Until traveling to Europe, I had never even tasted an alcoholic beverage that wasn’t part of a holy sacrament (and on a side note, this completely explains why I drank Zima for about three weeks at the beginning of freshman year). You’d think that a 17-year-old public school student would be drunk on a fairly regular basis, but my lack of a functional social life meant that I rarely encountered alcohol, so my first beer was a Heineken on the last night in Paris. After dinner, four of us used our free time to find a bar and when we strolled into one, I calmly told the guys that I would order. After all, I’d passed the French Regents.
“Nous voudrons cinq beers,” I said.
“I’m American,” our waitress replied.
“Oh,” I said, embarrassed.
“You guys are eighteen, right?”
“Uh … yeah …” we all said, unconvincingly. She saw right through our bullshit, but returned with the Heinekens anyway. We toasted Paris and I quietly marveled at my ability to break rules. We weren’t allowed alcohol on our homestays, either.
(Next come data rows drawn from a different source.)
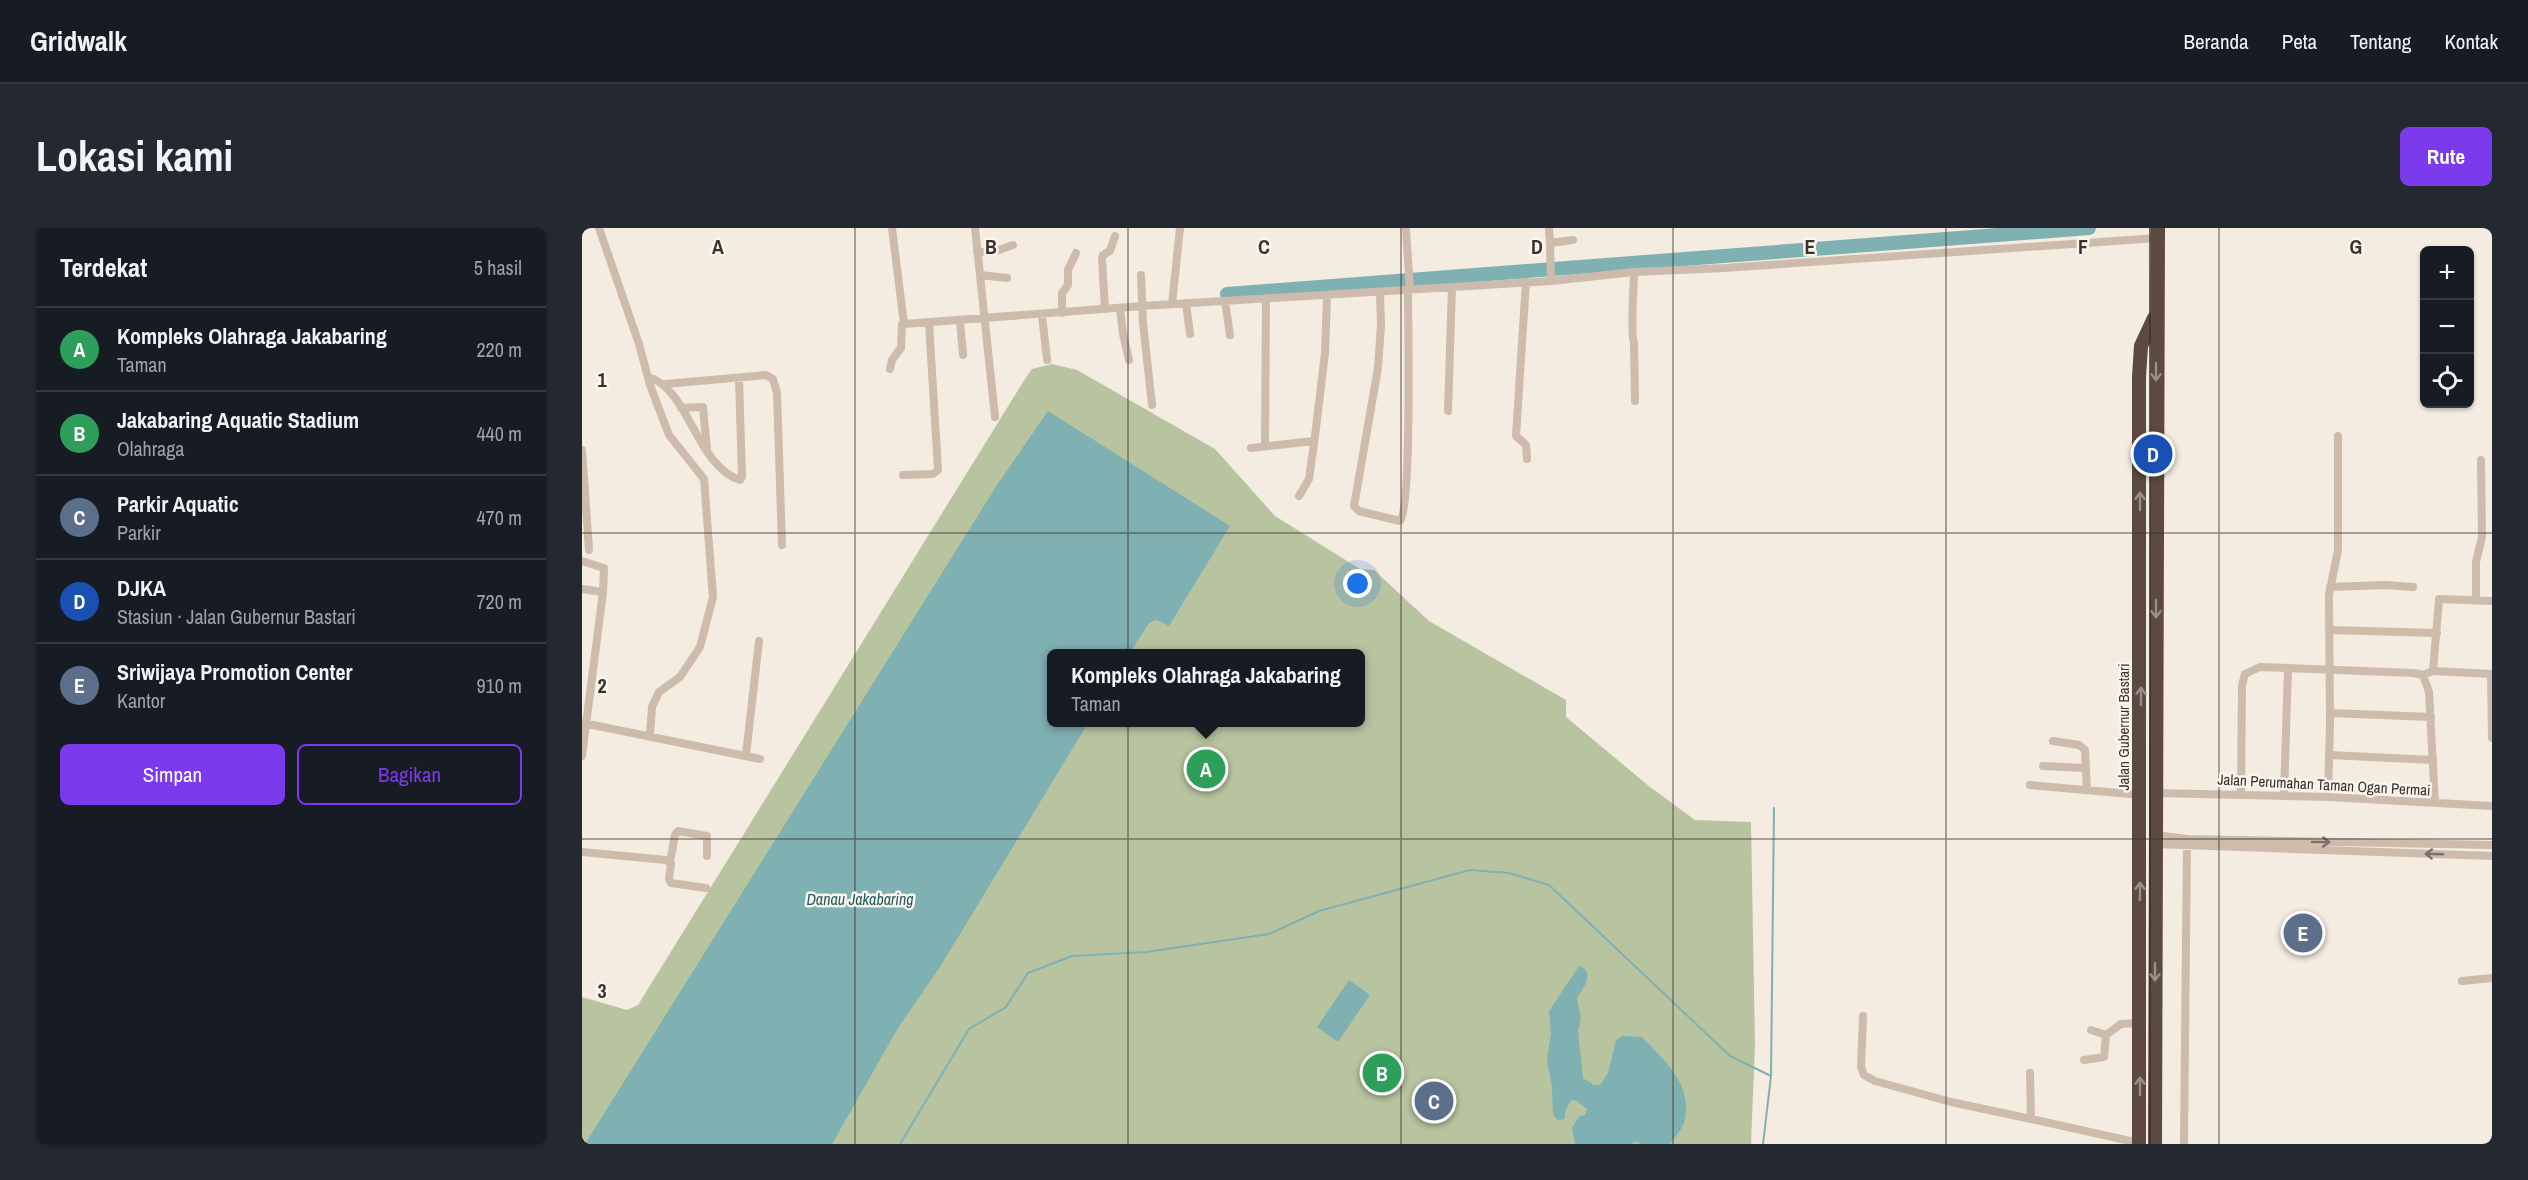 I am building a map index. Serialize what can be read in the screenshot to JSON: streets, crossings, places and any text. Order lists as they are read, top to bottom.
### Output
{
  "streets": {
    "highway": ["Jalan Gubernur Bastari"],
    "street": ["Jalan Perumahan Taman Ogan Permai"]
  },
  "crossings": [
    ["Jalan Gubernur Bastari", "Jalan Perumahan Taman Ogan Permai"]
  ],
  "water": ["Danau Jakabaring"],
  "page": {
    "header": "Gridwalk",
    "nav": [
      "Beranda",
      "Peta",
      "Tentang",
      "Kontak"
    ],
    "buttons": [
      "Rute",
      ["Simpan", "Bagikan"]
    ],
    "title": "Lokasi kami",
    "heading": ["Terdekat", "5 hasil"],
    "map_buttons": ["+", "−"],
    "list": [
      {
        "mark": "A",
        "name": "Kompleks Olahraga Jakabaring",
        "note": "Taman",
        "value": "220 m"
      },
      {
        "mark": "B",
        "name": "Jakabaring Aquatic Stadium",
        "note": "Olahraga",
        "value": "440 m"
      },
      {
        "mark": "C",
        "name": "Parkir Aquatic",
        "note": "Parkir",
        "value": "470 m"
      },
      {
        "mark": "D",
        "name": "DJKA",
        "note": "Stasiun · Jalan Gubernur Bastari",
        "value": "720 m"
      },
      {
        "mark": "E",
        "name": "Sriwijaya Promotion Center",
        "note": "Kantor",
        "value": "910 m"
      }
    ],
    "pins": [
      "D",
      "A",
      "E",
      "B",
      "C"
    ],
    "popup": ["Kompleks Olahraga Jakabaring", "Taman"]
  },
  "grid": {
    "columns": [
      "A",
      "B",
      "C",
      "D",
      "E",
      "F",
      "G"
    ],
    "rows": ["1", "2", "3"]
  }
}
In Washington, we were lectured that ” [our host families] may offer it, but you have to say no,” but I spent an evening with his friends drinking it up at a bar named Hemmingway’s while watching the Belgium vs. Germany World Cup match. Had Papa and Mrs. Smurf walked into the bar, I don’t think that we would have had any way to justify any of our imbibement. Well, except that I considered toasting Deustchland in the company of drunken soccer fans to be part of the educational and cultural experience I’d paid for.
That wouldn’t have held much water. I don’t know how strictly our advisers enforced the rules, especially since they knew, deep down, that we were going to disobey them. I think they also knew that we’d get some sort of come-uppance. So, when we reached Barcelona and found our group of 28 fighting with one another, they just let it happen. The cause was probably more fatigue than anything, but our first night in Spain turned into that night in a freshman dorm where the hall “couple” breaks up, and all of their friends and roommates are forced to choose a side. I watched several shouting matches in our hotel while my roommate Dustin drank a whole bottle of liquor and holed himself up in a closet. The next day, we piled onto a bus and spent the next 12 hours driving to Zamora while a Spanish-language version of Laura Branigan’s “Gloria” played over the bus’s radio in a constant loop. I think it was the last place any of us wanted to be, even though we were heading for our second homestays and knew that a few days away from the group would do us all good.
Unfortunately, the Spanish homestay wound up being wildly different from the Pocking homestay. Unlike the suburbs and teenagers, we were paired off and placed in cramped apartments with people who barely spoke English. For some of us, that meant host moms who compensated for not speaking our language by yelling at them loudly in Spanish. My host family did not serve dinner until 10:00 p.m., and though the man of the house enjoyed having an entire fish on a plate set before him, I was kind of grossed out. This wasn’t the pampering of our German experiences, and we complained to the coordinators in a petulant, spoiled, American sort of way.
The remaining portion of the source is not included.